=== Section Start ===

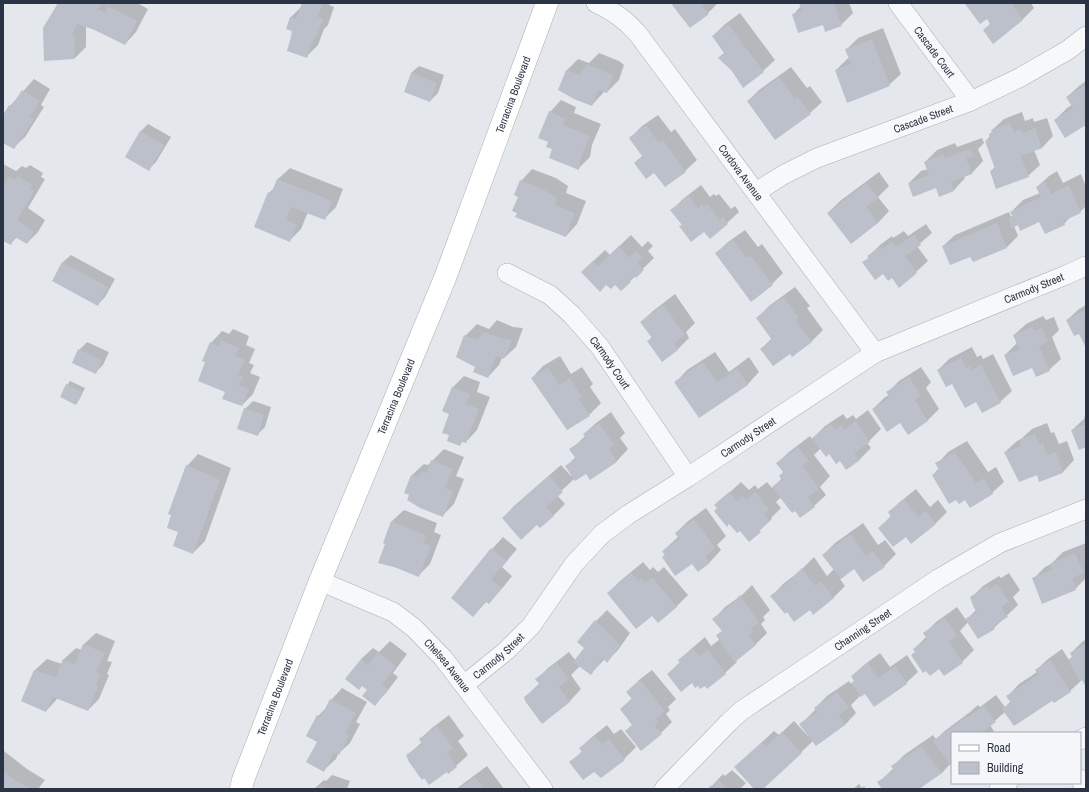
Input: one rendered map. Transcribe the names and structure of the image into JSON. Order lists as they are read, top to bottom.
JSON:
{
  "streets": {
    "main road": ["Terracina Boulevard"],
    "street": [
      "Cascade Court",
      "Cascade Street",
      "Cordova Avenue",
      "Carmody Street",
      "Carmody Court",
      "Channing Street",
      "Chelsea Avenue"
    ]
  },
  "crossings": [
    ["Cascade Court", "Cascade Street"],
    ["Terracina Boulevard", "Chelsea Avenue"],
    ["Cascade Street", "Cordova Avenue"],
    ["Cordova Avenue", "Carmody Street"],
    ["Carmody Street", "Carmody Court"],
    ["Carmody Street", "Chelsea Avenue"]
  ],
  "legend": ["Road", "Building"]
}
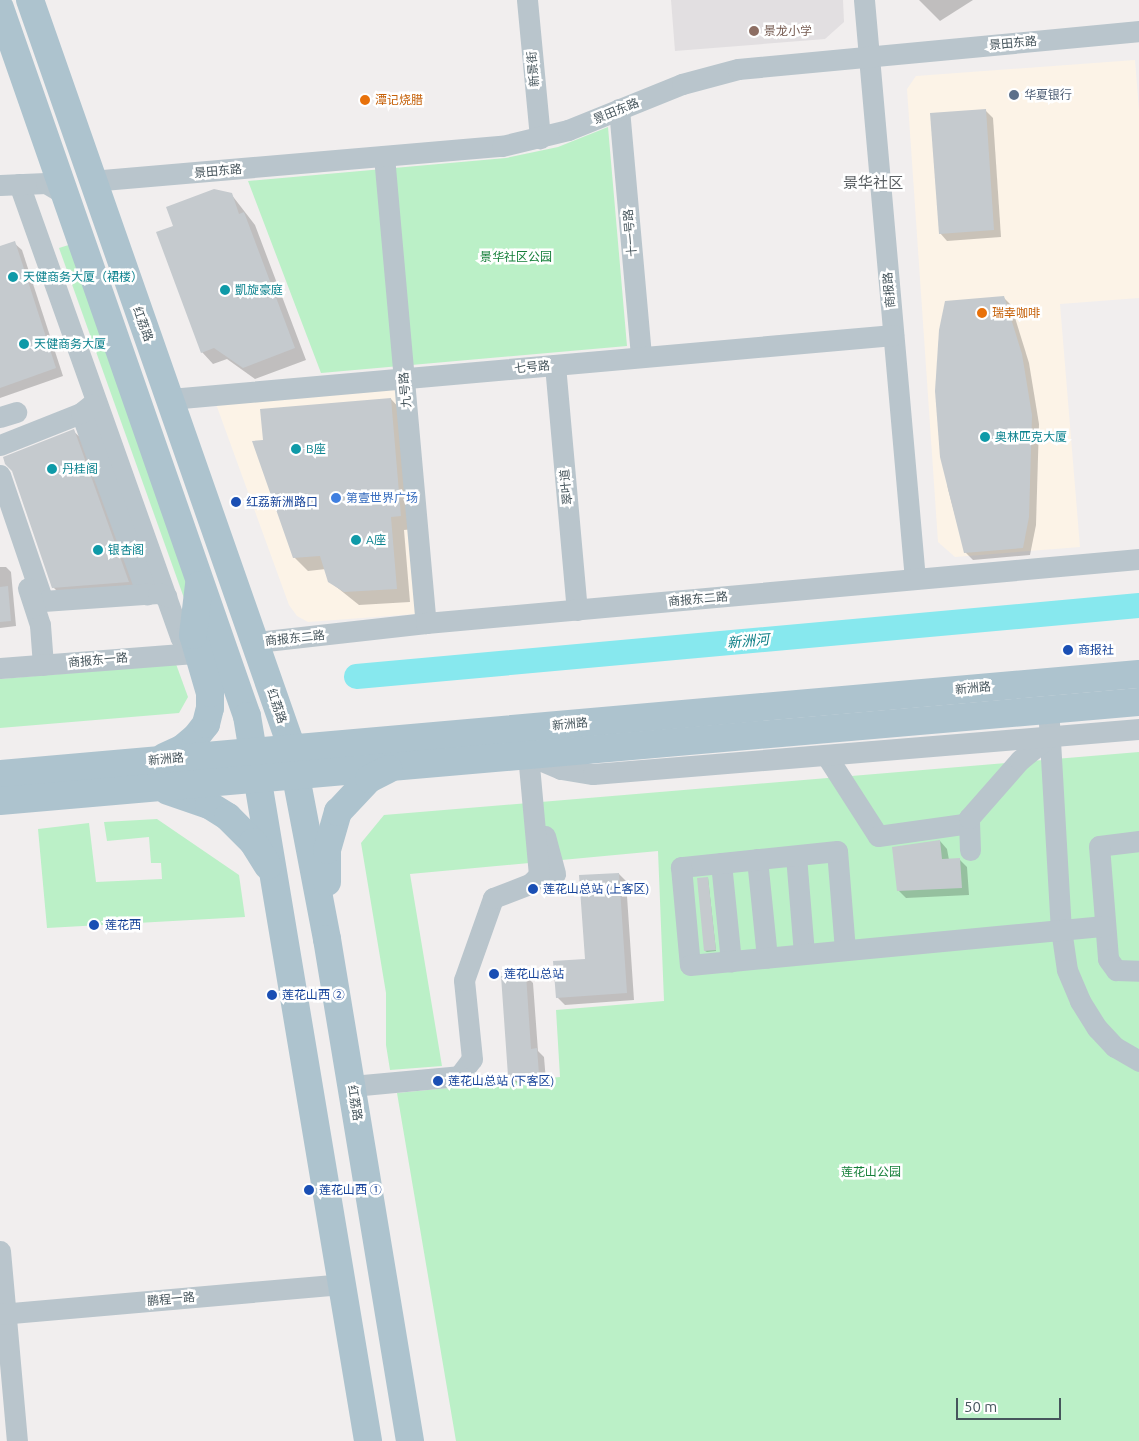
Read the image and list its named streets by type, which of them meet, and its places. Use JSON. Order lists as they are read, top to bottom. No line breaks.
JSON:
{"streets":{"main road":["红荔路","新洲路"],"street":["景田东路","新景街","十一号路","商报路","七号路","九号路","翠叶道","商报东二路","商报东一路","鹏程一路"]},"crossings":[["景田东路","新景街"],["景田东路","十一号路"],["景田东路","商报路"],["景田东路","红荔路"],["景田东路","九号路"],["十一号路","七号路"],["商报路","七号路"],["商报路","商报东二路"],["红荔路","七号路"],["红荔路","商报东二路"],["红荔路","新洲路"],["七号路","九号路"],["七号路","翠叶道"],["九号路","商报东二路"],["翠叶道","商报东二路"]],"districts":["景华社区"],"water":["新洲河"],"parks":["景华社区公园","莲花山公园"],"places":["景龙小学","华夏银行","潭记烧腊","天健商务大厦（裙楼）","凱旋豪庭","瑞幸咖啡","天健商务大厦","奥林匹克大厦","B座","丹桂阁","第壹世界广场","红荔新洲路口","A座","银杏阁","商报社","莲花山总站 (上客区)","莲花西","莲花山总站","莲花山西 ②","莲花山总站 (下客区)","莲花山西 ①"],"scale_bar":"50 m"}
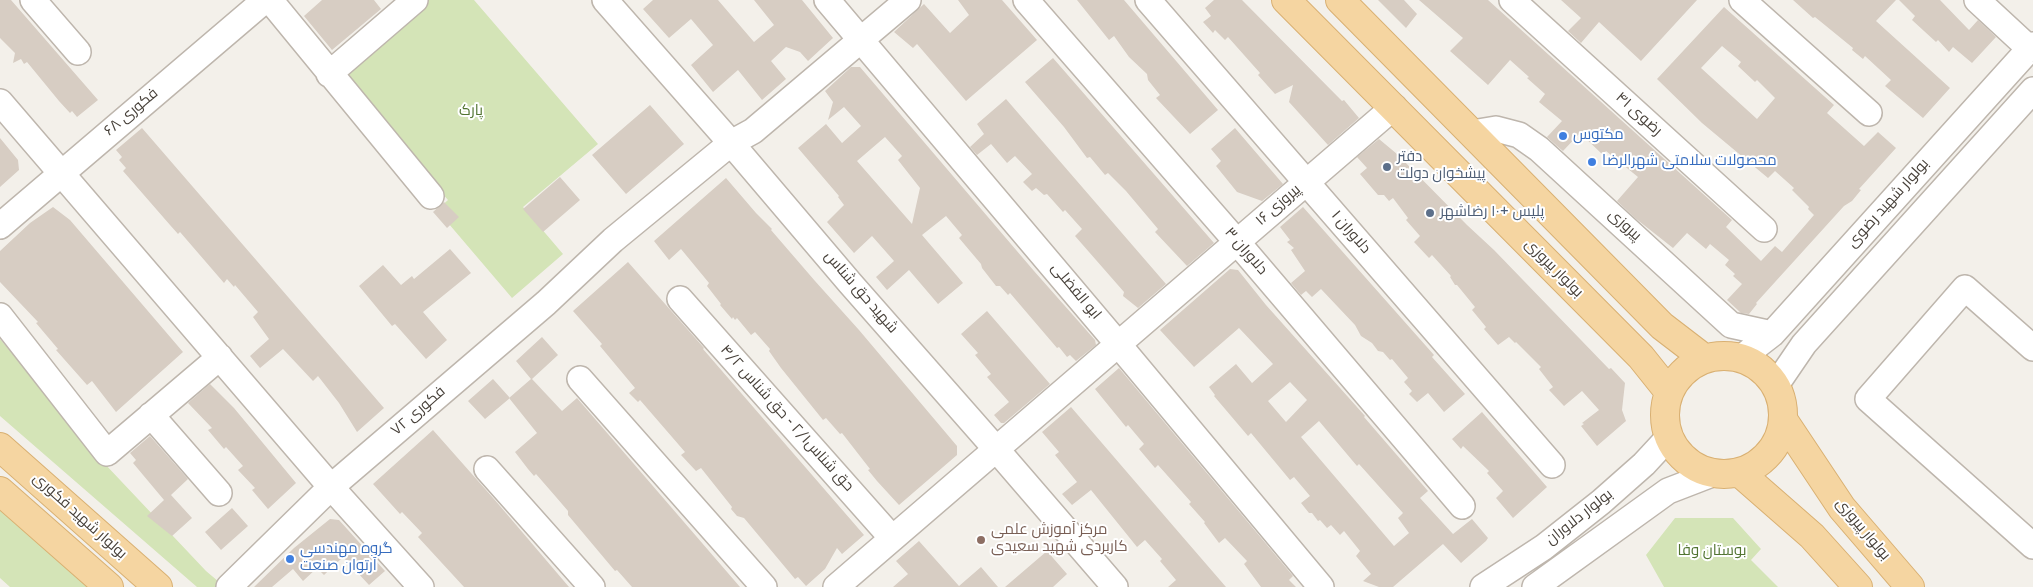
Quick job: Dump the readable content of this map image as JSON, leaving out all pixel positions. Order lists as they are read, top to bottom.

=== Section End ===

Work request:
Please reproduce the listing exactly from its opening line through the line that contains "Read the image", both included, with all pictures omitted.

Your response:
Input: one rendered map. Transcribe the names and structure of the image into JSON. Order lists as they are read, top to bottom.
JSON:
{
  "streets": {
    "main road": ["Terracina Boulevard"],
    "street": [
      "Cascade Court",
      "Cascade Street",
      "Cordova Avenue",
      "Carmody Street",
      "Carmody Court",
      "Channing Street",
      "Chelsea Avenue"
    ]
  },
  "crossings": [
    ["Cascade Court", "Cascade Street"],
    ["Terracina Boulevard", "Chelsea Avenue"],
    ["Cascade Street", "Cordova Avenue"],
    ["Cordova Avenue", "Carmody Street"],
    ["Carmody Street", "Carmody Court"],
    ["Carmody Street", "Chelsea Avenue"]
  ],
  "legend": ["Road", "Building"]
}
Read the image and list its named streets by type, which of them meet, and its places. Use JSON. Order lists as they are read, top to bottom. No line breaks.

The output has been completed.